At the end of 2013 we reported that the influential journal Science had chosen cancer immunotherapy as their breakthrough for the year. Today’s edition of Science features five review articles that demonstrate how cancer immunotherapy is now realizing its potential. The underlying basis for this treatment modality is to activate a patient’s own T cells – specialized white blood cells – to do battle with and ultimately vanquish a malignant tumour.
Padmanee Sharma and James Allison of Houston, Texas provided an update on immune checkpoint therapy which targets the regulatory pathways found in T cells that increase the anti-tumour immune response. Three new checkpoint agents have recently been approved by the FDA for treatment of melanoma, and there is an expectation that these agents – and others – will soon be approved for patients with breast, kidney, lung, prostate and other cancers. Although recognizing that immune checkpoint therapy still faces complex challenges, the authors nevertheless concluded: “Properly done, it seems likely that cures for many types of cancer will soon become reality.”
Steven Rosenberg and Nicholas Restifo of the National Cancer Institute in Bethesda, Maryland summarized the latest findings of adoptive cell transfer (ACT) which is a highly personalized therapy that requires the administration to the cancer-bearing host of immune cells. ACT has already led to complete regression on patients with melanoma and clinicians are now planning to broaden the application of ACT to treat common epithelial cancers. “The nature of the antigens that allow the immune system to distinguish cancer cells from non-cancer cells has long remained obscure” commented Ton Schumacher and Robert Schreiber. They reviewed recent technological innovations that have enabled dissection of the immune response to patient specific neo-antigens, thus providing a key biomarker for cancer immunotherapy.

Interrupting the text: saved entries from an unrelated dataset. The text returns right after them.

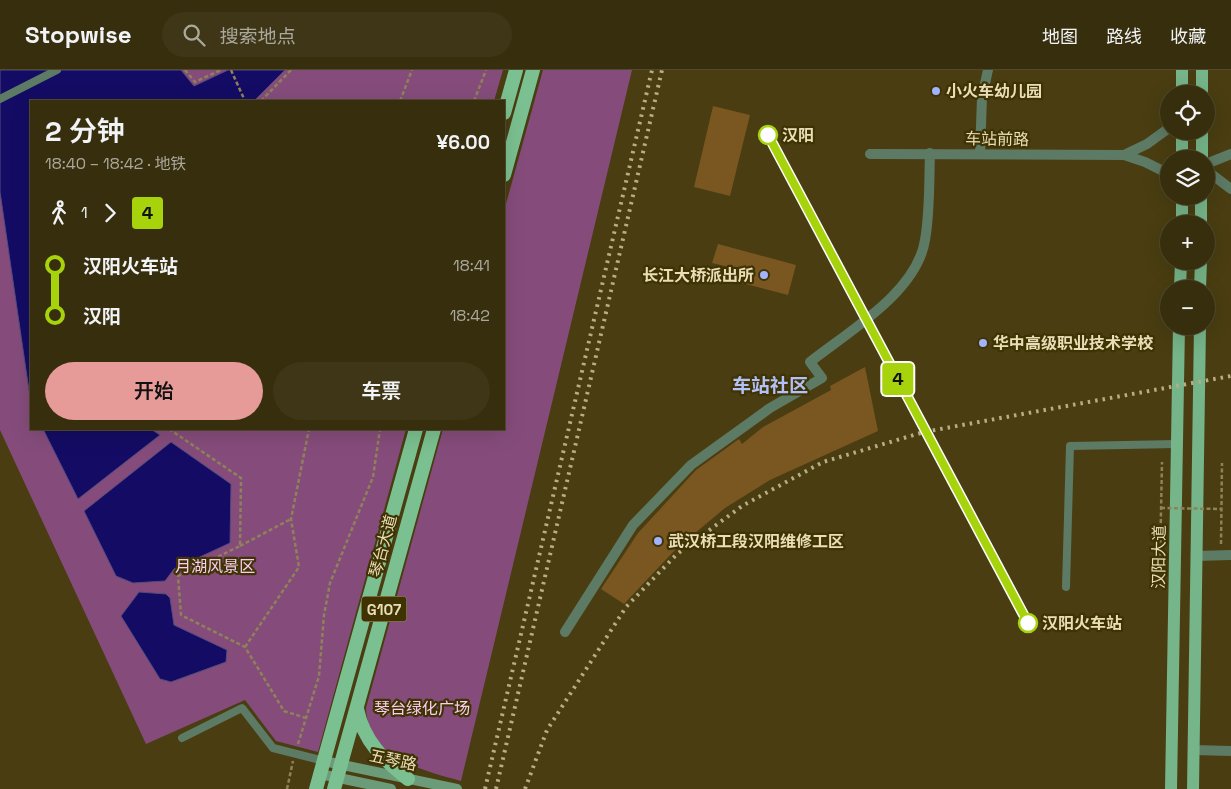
<!DOCTYPE html>
<html lang="zh">
<head>
<meta charset="utf-8">
<style>
  body { margin:0; font-family:"Space Grotesk","Noto Sans SC",sans-serif; background:#3e3616; color:#f1f3f6; height:100vh; display:flex; flex-direction:column; font-size:19px; white-space:nowrap }
  * { box-sizing:border-box; margin:0 }
  p { font-size:16px; color:#aaa89d }
  .icon { flex:none; width:28px; height:28px; fill:none; stroke:currentColor; stroke-width:2; stroke-linecap:round; stroke-linejoin:round }
  .map { position:relative; flex:1; overflow:hidden }
  .panel { position:absolute; left:30px; top:30px; width:475px; height:330px; display:flex; flex-direction:column; background:#372e0d; border-radius:0px; box-shadow:0 5px 20px #0002,0 0 0 1px #514a2e }
  .panel>* { flex:none }
  .badge { padding:0 10px; border-radius:4px; font-size:18px; line-height:32px }
  .tools { position:absolute; left:1160px; top:15px; display:grid; gap:10px }
  .tools a { display:grid; place-items:center; width:55px; height:55px; border-radius:50%; background:#372e0d; box-shadow:0 5px 20px #0002,0 0 0 1px #514a2e; font-size:25px }
  .map>.badge { position:absolute; translate:-50% -50%; box-shadow:0 0 0 2px #fff }
  .legs { display:flex; align-items:center; gap:8px; height:55px; padding:0 15px; font-size:16px }
  .legs p { margin-inline-start:auto }
  .head { display:flex; align-items:center; justify-content:space-between; height:85px; padding:0 15px }
  h1 { font-size:28px; font-weight:600; line-height:38px }
  .primary-button { display:flex; gap:10px; margin-top:auto; padding:10px 15px }
  .primary-button a { flex:1; height:58px; border-radius:30px; background:#e69b98; color:#111; font-size:20px; font-weight:600; line-height:58px; text-align:center }
  .primary-button a+a { background:#3e3616; color:#f1f3f6 }
  ul { padding:0 15px; list-style:none }
  li { display:flex; align-items:center; gap:18px; height:50px; font-size:19px }
  li i { display:grid; place-items:center; width:8px; height:100%; margin:0 6px; background:currentColor }
  li i::after { content:''; width:12px; height:12px; margin:-6px; border:4px solid; border-radius:50%; background:#372e0d }
  li p { margin-inline-start:auto }
  li:first-child i { background:linear-gradient(#0000 50%,currentColor 0) }
  li:last-child i { background:linear-gradient(currentColor 50%,#0000 0) }
  header { display:flex; align-items:center; gap:30px; box-sizing:border-box; height:70px; padding:0 25px; background:#372e0d; border-bottom:1px solid #514a2e }
  header strong { font-size:24px }
  nav { display:flex; gap:28px; margin-inline-start:auto; font-size:18px }
  .search { width:350px; height:45px; background:#3e3616; display:flex; align-items:center; gap:12px; box-sizing:border-box; padding:0 18px; border-radius:28px; color:#aaa89d; font-size:19px }
  .map>svg:first-child { display:block }
  .green { fill:#854c7b }
  .water { fill:#140c64; stroke:#544b7d }
  .building { fill:#7a5621 }
  .lines { fill:none; stroke-linecap:round; stroke-linejoin:round }
  .path { stroke:#8e8258; stroke-width:2.5; stroke-dasharray:4 2.5; stroke-linecap:butt }
  .service { stroke:#5d7a65; stroke-width:8 }
  .minor { stroke:#5d7a65; stroke-width:10 }
  .tertiary { stroke:#5d7a65; stroke-width:10 }
  .secondary { stroke:#6c9b7a; stroke-width:10 }
  .primary { stroke:#76b489; stroke-width:12 }
  .trunk { stroke:#7bc090; stroke-width:14 }
  .rail { stroke:#b8ad85; stroke-width:4; stroke-dasharray:2.5 5; stroke-linecap:butt }
  .path-bridge { stroke:#8e8258; stroke-width:2.5; stroke-dasharray:4 2.5; stroke-linecap:butt }
  .line-1-casing { stroke:#fff; stroke-width:11 }
  .line-1 { stroke:#a6d30b; stroke-width:8 }
  .poi-dot { fill:#a1b3fd; stroke:#3f3304; stroke-width:2 }
  .stop-1-dot { fill:#fff; stroke:#a6d30b; stroke-width:2.5 }
  .labels { text-anchor:middle; dominant-baseline:central; stroke-width:4.5; stroke-linejoin:round; paint-order:stroke }
  .shield { fill:#3f3304; stroke:#b6ab81; stroke-width:1 }
  .shield-label { font-size:15px; font-weight:bold; fill:#e9deb7 }
  .poi-label { font-size:16px; font-weight:bold; fill:#e9deb7; stroke:#3f3304; text-anchor:start }
  .stop-label { font-size:16px; font-weight:bold; fill:#e9deb7; stroke:#3f3304; text-anchor:start }
  .street-label { font-size:16px; fill:#e9deb7; stroke:#3f3304 }
  .park-label { font-size:16px; fill:#facdf0; stroke:#3f3304 }
  .quarter-label { font-size:19px; font-weight:bold; fill:#b2c1f8; stroke:#3f3304 }
</style>
</head>
<body>
<header>
<strong>Stopwise</strong>
<div class="search"><svg class="icon" aria-label="search" viewBox="0 0 24 24"><circle cx="10" cy="10" r="6"/><path d="M15 15l6 6"/></svg>搜索地点</div>
<nav><a>地图</a><a>路线</a><a>收藏</a></nav>
</header>
<div class="map">
<svg width="1231" height="719" viewBox="0 0 1231 719">
  <rect width="100%" height="100%" fill="#493d11"/>
  <path class="green" d="M0,0H503L494,31H31V359H406L318,682L276,671L245,630L146,674L0,360Z
    M543,0H632L461,711C422,700 368,688 366,638L443,359H504V141Z"/>
  <path class="water" d="M0,0H181L194,16L228,0H285L254,31H31V334L0,122Z
    M43,359H151L160,365L78,429Z
    M171,372L231,414L230,473L174,499L165,511L133,513L116,506L84,441Z
    M139,522L166,524L170,528L174,555L227,580L226,592L171,612L160,609L121,546Z"/>
  <path class="building" d="M713,36L750,45L730,126L694,117Z
    M718,174L796,195L788,225L734,211L737,199L712,193Z
    M865,297L878,361L770,410L725,438L675,480L624,534L601,519L638,463L696,400L739,369L742,374L763,357L831,320L830,316Z"/>
  <g class="lines">
    <path class="path" d="M185,0L195,12L221,0
      M231,0L245,31
      M261,31L291,0
      M400,31L412,0
      M474,31L486,0
      M169,359L241,408L240,476L178,506L181,545L245,577L284,641L306,648
      M1221,474L1222,393
      M240,476L291,449
      M1160,492L1162,392
      M245,577L299,497L291,449L309,359
      M298,674L319,606L324,545L330,513L373,407L380,359
      M287,719L293,691"/>
    <path class="service" d="M0,29L57,0
      M1066,517L1070,376L1177,374
      M182,668L242,638L273,678L324,691"/>
    <path class="minor" d="M870,84L1124,85L1145,92L1169,104
      M980,84L982,27L988,0
      M1124,85L1147,74L1169,58
      M1206,94L1231,84
      M1206,100L1231,119
      M1196,486L1231,485
      M565,562L633,455L691,395L770,338L822,308L810,292C849,261 917,222 925,170C930,142 929,112 930,83"/>
    <path class="tertiary" d="M1194,680L1231,681"/>
    <path class="secondary" d="M324,691L457,719
      M320,704L391,719"/>
    <path class="primary" d="M1182,24V0
      M1202,24V0
      M1182,61V89
      M1202,89V61
      M1182,154V126
      M1201,154V126
      M1180,219L1181,191
      M1200,219L1201,191
      M1171,719L1179,256
      M1193,719L1200,256"/>
    <path class="trunk" d="M504,43L516,0
      M504,105L533,0
      M357,639C364,672 383,689 408,709
      M316,719L416,359
      M334,719L434,359"/>
    <path class="rail" d="M485,719L652,0
      M496,719L662,0
      M525,719L547,660L626,537L677,484L742,436L823,392L924,362L1231,306"/>
    <path class="path-bridge" d="M1161,438L1221,439"/>
  </g>
  <g class="lines">
    <defs>
      <path id="line-1" d="M768,65L1028,553"/>
    </defs>
    <use href="#line-1" class="line-1-casing"/>
    <use href="#line-1" class="line-1"/>
  </g>
  <g class="poi-dot">
    <circle cx="936" cy="21" r="5"/>
    <circle cx="764" cy="205" r="5"/>
    <circle cx="983" cy="273" r="5"/>
    <circle cx="658" cy="471" r="5"/>
  </g>
  <g class="stop-1-dot">
    <circle cx="768" cy="65" r="9"/>
    <circle cx="1028" cy="553" r="9"/>
  </g>
  <g class="labels">
    <rect class="shield" x="361.5" y="526.5" width="45" height="25" rx="4"/>
    <g class="shield-label">
      <text x="384" y="539">G107</text>
    </g>
    <g class="poi-label">
      <text x="946" y="21">小火车幼儿园</text>
      <text x="754" y="205" text-anchor="end">长江大桥派出所</text>
      <text x="993" y="273">华中高级职业技术学校</text>
      <text x="668" y="471">武汉桥工段汉阳维修工区</text>
    </g>
    <g class="stop-label">
      <text x="782" y="65">汉阳</text>
      <text x="1042" y="553">汉阳火车站</text>
    </g>
    <g class="street-label">
      <text transform="translate(997 69) rotate(1)">车站前路</text>
      <text transform="translate(383 476) rotate(-75)">琴台大道</text>
      <text transform="translate(1159 487) rotate(-89)">汉阳大道</text>
      <text transform="translate(393 690) rotate(12)">五琴路</text>
    </g>
    <g class="park-label">
      <text x="215" y="496">月湖风景区</text>
      <text x="422" y="638">琴台绿化广场</text>
    </g>
    <g class="quarter-label">
      <text x="770" y="315">车站社区</text>
    </g>
  </g>
</svg>
<div class="tools">
<a><svg class="icon" aria-label="locate" viewBox="0 0 24 24"><circle cx="12" cy="12" r="6"/><path d="M12 2v4M12 18v4M2 12h4M18 12h4"/></svg></a>
<a><svg class="icon" aria-label="layers" viewBox="0 0 24 24"><path d="M12 4l9 5-9 5-9-5zM3 14l9 5 9-5"/></svg></a>
<a>+</a>
<a>−</a>
</div>
<b class="badge" style="left:898px;top:309px;background:#a6d30b;color:#111">4</b>
<section class="panel">
<div class="head"><div><h1>2 分钟</h1><p>18:40 – 18:42 · 地铁</p></div><b>¥6.00</b></div>
<div class="legs"><svg class="icon" aria-label="walk" viewBox="0 0 24 24"><circle cx="13" cy="4" r="2"/><path d="M13 8l-2 6 4 7M11 14l-3 7M7 12l3-4h3l4 4"/></svg>1<svg class="icon" aria-label="forward" viewBox="0 0 24 24"><path d="M9 5l7 7-7 7"/></svg><b class="badge" style="background:#a6d30b;color:#111">4</b></div>
<ul>
<li><i style="color:#a6d30b"></i><b>汉阳火车站</b><p>18:41</p></li>
<li><i style="color:#a6d30b"></i><b>汉阳</b><p>18:42</p></li>
</ul>
<div class="primary-button"><a>开始</a><a>车票</a></div>
</section>
</div>
</body>
</html>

Recognizing that successful immunotherapy relies on cytotoxic T cells killing the cancer cells, Johanna Joyce and Douglas Fearon of New York reported: “The co-existence in some patients of cancer cells and T cells that recognize them indicates that tumours may exhibit the phenomenon of immune privilege.” They reviewed the evidence that the tumour microenvironment was the key to mediating this restriction and overcoming the T cell checkpoint was necessary for optimal immunotherapy.
Finally, Wendy Garrett of Harvard considered how human microbiota – the vast number of microbes that colonize our bodies – can either amplify or mitigate carcinogenesis, and also how they respond to cancer therapies. While the treatment of cancer is certainly no stranger to obstacles, it would appear that immunotherapy is finally delivering on its promise.